Le secteur privé connait très peu de perturbations, de contestations et d’arrêts de cours. Ce qui n’est pas le cas dans le secteur public où la contestation est facile et les arrêts des cours tout à fait courants et fréquents. Il n’y qu’à voir cet année ce qui s’est passé à l’Institut des Sciences Humaines de Tunis où les examens, pour des milliers d’étudiants, ont dû être suspendus et reportés de nombreuses fois à cause d’un conflit personnel entre le directeur et une étudiante représentante de l’UGET au sein de l’établissement.
Repenser la gouvernance de l’enseignement supérieur
Compte tenu des changements technologiques, de la révolution du numérique et des mutations socio-économiques que connait notre pays, il est nécessaire de repenser tout l’enseignement supérieur dans son ensemble avec ses deux volets public et privé. L’enseignement supérieur privé ne doit plus être marginalisé et considéré comme un secteur inférieur ou secondaire mais plutôt comme partenaire et complémentaire au secteur public.
Comme pour tous les secteurs économiques, l’administration doit être un moteur de la croissance et de la création des richesses. Son rôle n’est pas de bloquer et de freiner les initiatives ou innovations mais au contraire, elle doit les provoquer, les motiver et les promouvoir. L’administration doit évoluer avec les changements et s’adapter. Elle doit profiter de la vague de la digitalisation pour simplifier les procédures et faciliter les services à distance, en ligne.
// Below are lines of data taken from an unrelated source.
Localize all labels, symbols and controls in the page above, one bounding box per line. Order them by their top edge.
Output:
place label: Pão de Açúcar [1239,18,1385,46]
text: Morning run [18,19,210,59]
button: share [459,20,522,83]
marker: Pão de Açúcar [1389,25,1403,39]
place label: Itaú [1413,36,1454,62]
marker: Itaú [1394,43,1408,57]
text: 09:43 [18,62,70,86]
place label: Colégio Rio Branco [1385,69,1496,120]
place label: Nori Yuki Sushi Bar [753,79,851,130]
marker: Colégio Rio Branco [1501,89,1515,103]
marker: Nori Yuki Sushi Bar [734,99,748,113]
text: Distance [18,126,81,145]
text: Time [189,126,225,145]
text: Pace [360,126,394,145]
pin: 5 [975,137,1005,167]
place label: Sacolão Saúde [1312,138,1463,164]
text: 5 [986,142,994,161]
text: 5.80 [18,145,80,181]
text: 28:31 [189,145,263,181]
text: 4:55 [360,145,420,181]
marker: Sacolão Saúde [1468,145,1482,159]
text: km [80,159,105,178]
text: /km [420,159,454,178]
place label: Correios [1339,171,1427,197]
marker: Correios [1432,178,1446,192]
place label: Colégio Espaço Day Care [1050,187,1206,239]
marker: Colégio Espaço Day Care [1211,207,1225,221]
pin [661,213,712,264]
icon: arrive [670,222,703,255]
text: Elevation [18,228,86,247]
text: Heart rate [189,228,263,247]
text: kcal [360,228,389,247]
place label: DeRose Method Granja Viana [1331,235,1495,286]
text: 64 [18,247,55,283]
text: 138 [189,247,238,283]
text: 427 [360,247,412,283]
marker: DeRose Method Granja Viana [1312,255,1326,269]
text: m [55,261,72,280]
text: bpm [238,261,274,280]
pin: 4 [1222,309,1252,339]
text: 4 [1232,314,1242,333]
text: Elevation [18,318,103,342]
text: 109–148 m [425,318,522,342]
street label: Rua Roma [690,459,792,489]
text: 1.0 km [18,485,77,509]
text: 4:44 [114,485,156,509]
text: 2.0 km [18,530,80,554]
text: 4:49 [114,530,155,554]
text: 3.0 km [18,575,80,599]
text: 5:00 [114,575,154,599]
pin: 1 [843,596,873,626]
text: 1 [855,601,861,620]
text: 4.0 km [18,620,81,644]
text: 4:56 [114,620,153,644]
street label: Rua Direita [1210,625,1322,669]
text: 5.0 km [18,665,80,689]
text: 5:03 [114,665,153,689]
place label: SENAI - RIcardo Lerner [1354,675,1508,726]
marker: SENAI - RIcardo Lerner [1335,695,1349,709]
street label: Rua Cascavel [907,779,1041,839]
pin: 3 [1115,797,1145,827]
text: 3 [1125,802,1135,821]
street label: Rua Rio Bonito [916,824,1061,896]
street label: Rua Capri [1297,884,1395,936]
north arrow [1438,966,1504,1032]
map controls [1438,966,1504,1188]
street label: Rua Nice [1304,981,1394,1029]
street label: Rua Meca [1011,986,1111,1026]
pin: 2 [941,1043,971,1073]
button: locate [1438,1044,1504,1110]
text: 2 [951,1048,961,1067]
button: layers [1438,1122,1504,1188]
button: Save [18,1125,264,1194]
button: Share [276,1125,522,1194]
Plutôt que de jouer le policier maniaque, qui voit avec méfiance tout ce qui émane du secteur privé et cherche la petite bête, le MESRS doit s’investir dans l’encadrement et la promotion des EESPri qui rendent des services importants aussi bien aux étudiants qu’à tout le pays. Il doit œuvrer pour l’épanouissement du secteur et faciliter l’accueil des étudiants étrangers qui feront le rayonnement et la réputation de notre pays. Ces étrangers dont les effectifs ne cessent de diminuer en raison de l’instabilité politique du pays, des contraintes administratives dissuasives et compliquées. Il doit accompagner tous les établissements du supérieur dans une démarche qualité afin d’atteindre les standards internationaux acceptables.
Dans le cas présent
Il faut revoir l’ensemble des textes qui régissent l’enseignement supérieur privé, les actualiser et les mettre à niveau compte tenu des avancées technologiques et numériques actuelles et très probables à court terme.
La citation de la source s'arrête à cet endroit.